2015年(平成27年10月)8号
発行所:株式会社 山田養蜂場 http://www.3838.com/ 編集:ⓒリトルヘブン編集室
〒880-0804 宮崎県宮崎市宮田町10-22-203
イタリア料理シェフ桑原研郎
ゴルゴンゾーラの
クリームソース ペンネ
グラナ・パダーノを摺り下ろして盛り付けた「ゴルゴンゾーラのクリームソース ペンネ」
ワインが欲しくなる イタリア青カビチーズの塩気
|「私には馴染みのない食材だが、ゴルゴンゾーラはイタリアを代表する青カビチーズとして知られ、世界3大チーズの一つなのだ。どんな料理が出てくるのかと期待して、イタリア料理シェフ桑原研郎さんの店に出かけた。
|「ゴルゴンゾーラには2種類あって、人気のドルチェはまろやかだけど、めったに売ってないんです。そこで今回は、手に入りやすいもう一つのピカンテを使います。ピカンテは[刺す]という意味らしいですね。名前の通り塩気の強いチーズなんですが、ハチミツの力を借りて [まろやか]という意味のドルチェに負けないクリームソースを作ろうということなんです」
|桑原シェフはチーズの説明をしながら、たっぷりの水が入った寸胴鍋を火に掛けた。「ソースはすぐできるので、ペンネを茹でる準備ができてから始めますね」と、のんびり構えている。
|店には19℃に設定された小ぶりのワインセラーが置いてあった。
|「昔は、赤ワインは常温でなんて言ってましたよね。今は自然派ワインというのが流行り出したんですけど、ブドウを無農薬で作って、瓶に詰める時も酸化防止剤を入れないワインなんです。そういうワインは常温に置いておくとコルクが破裂しちゃって、中で発酵してますからね。話が逸れてしまいました。今日の本題ですね。ハチミツを使うことで難しいのはやっぱり、甘過ぎちゃう危険性があることです。あっ、お湯が煮立ったのでペンネを茹でますね。11分です。11分というのはちょっと硬いですけど」
|桑原シェフは、寸胴鍋の煮立った湯に一つまみの塩を入れると、タイマーをセットして80グラムのペンネを茹で始めた。
|「さて、この間にソースを作ります。無塩バター10グラムをフライパンに溶かします。

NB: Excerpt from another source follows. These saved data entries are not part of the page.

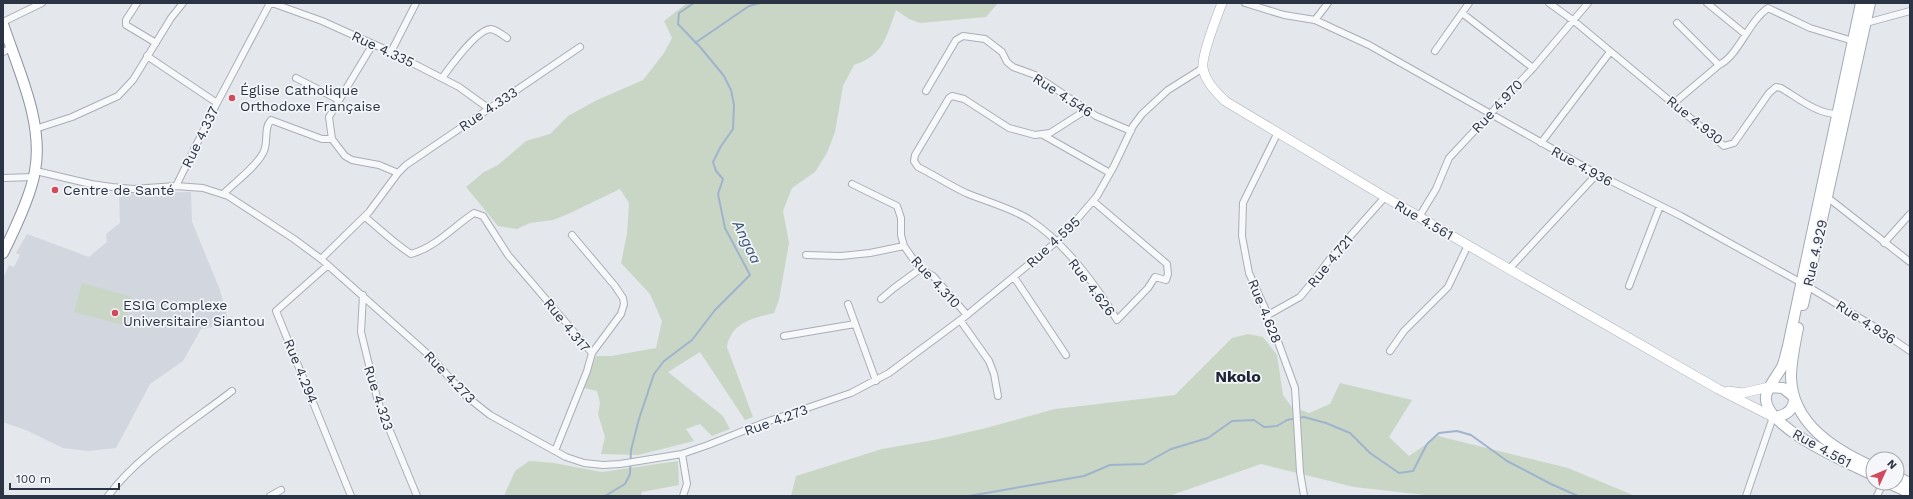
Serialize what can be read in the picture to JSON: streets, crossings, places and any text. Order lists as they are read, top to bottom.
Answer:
{
  "streets": {
    "main road": ["Rue 4.561", "Rue 4.929"],
    "street": [
      "Rue 4.335",
      "Rue 4.546",
      "Rue 4.970",
      "Rue 4.333",
      "Rue 4.930",
      "Rue 4.337",
      "Rue 4.936",
      "Rue 4.595",
      "Rue 4.721",
      "Rue 4.310",
      "Rue 4.626",
      "Rue 4.628",
      "Rue 4.317",
      "Rue 4.294",
      "Rue 4.273",
      "Rue 4.323"
    ]
  },
  "crossings": [
    ["Rue 4.335", "Rue 4.333"],
    ["Rue 4.335", "Rue 4.337"],
    ["Rue 4.546", "Rue 4.595"],
    ["Rue 4.970", "Rue 4.930"],
    ["Rue 4.970", "Rue 4.936"],
    ["Rue 4.970", "Rue 4.561"],
    ["Rue 4.930", "Rue 4.929"],
    ["Rue 4.337", "Rue 4.273"],
    ["Rue 4.936", "Rue 4.929"],
    ["Rue 4.561", "Rue 4.595"],
    ["Rue 4.561", "Rue 4.929"],
    ["Rue 4.561", "Rue 4.721"],
    ["Rue 4.561", "Rue 4.628"],
    ["Rue 4.595", "Rue 4.310"],
    ["Rue 4.595", "Rue 4.626"],
    ["Rue 4.595", "Rue 4.273"],
    ["Rue 4.721", "Rue 4.628"],
    ["Rue 4.317", "Rue 4.273"],
    ["Rue 4.294", "Rue 4.273"],
    ["Rue 4.273", "Rue 4.323"]
  ],
  "districts": ["Nkolo"],
  "water": ["Angaa"],
  "places": ["Église Catholique Orthodoxe Française", "Centre de Santé", "ESIG Complexe Universitaire Siantou"],
  "scale_bar": "100 m",
  "north": "top right"
}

続いて、小さめに切ったゴルゴンゾーラピカンテ40グラムを加えて木ベラで押し潰します。火は止めますよ」
|火を止めたガス台の上で、フライパンのゴルゴンゾーラピカンテの固まりが残らないように丁寧に潰していく。
|「ピカンテがクリーム状態になったら、生クリーム40ccを加えます。ちょっと多い気もしますね。加熱はしません。分離が怖いです。全ての素材が分離する要素を孕んでるんで、チーズもバターも生クリームも。分離しちゃうと見た目が悪く食べたくないですよね。大事なのは火加減です。加熱し過ぎない。これにハチミツをスプーン一杯加えます」
|桑原シェフは、火を止めたままでフライパンのクリームソースにハチミツを加え、木ベラで丁寧に混ぜ続けている。「どうかな」と、小皿にとったソースを味見する。
|「ん、美味しい。すごく美味しい。良い感じです」
|桑原シェフは満足そうだ。バターを溶かす間に加熱しただけで、火は止めたままだ。
|「冷たいと美味しくないじゃないですか。パスタが熱を持ってますんで、フライパンに移す時ゆで汁も入るんですよ。ゆで汁とソースが合わさってソースなんです。パスタをフライパンに入れてから加熱するんで、ちょうど良いと思います。パスタのゆで汁とソースを合わせる意味もありますからね。水と油を合わせるには熱が必要ですから」
|話をしているうちに茹で上がったペンネを、フライパンのソースに移してからガス台の火を点け、強火にした。一気にペンネとソースを絡めていく。
|「ちょっとゆるいかな」。桑原シェフが首を軽く横に傾ける。「生クリームが多かったかな」。ペンネを盛り付けてからグラナ・パダーノを摺り下ろし、ブラックペパーを少し掛けた。
|歯応えのあるペンネに絡まってくるゴルゴンゾーラピカンテのクリームソース。塩気は強く感じるが、刺すような辛さではなくなっている。ハチミツ効果なのだろう、まろやかな深みのある塩気だ。皿が半分になった頃、数滴のハチミツをソースに垂らしてみた。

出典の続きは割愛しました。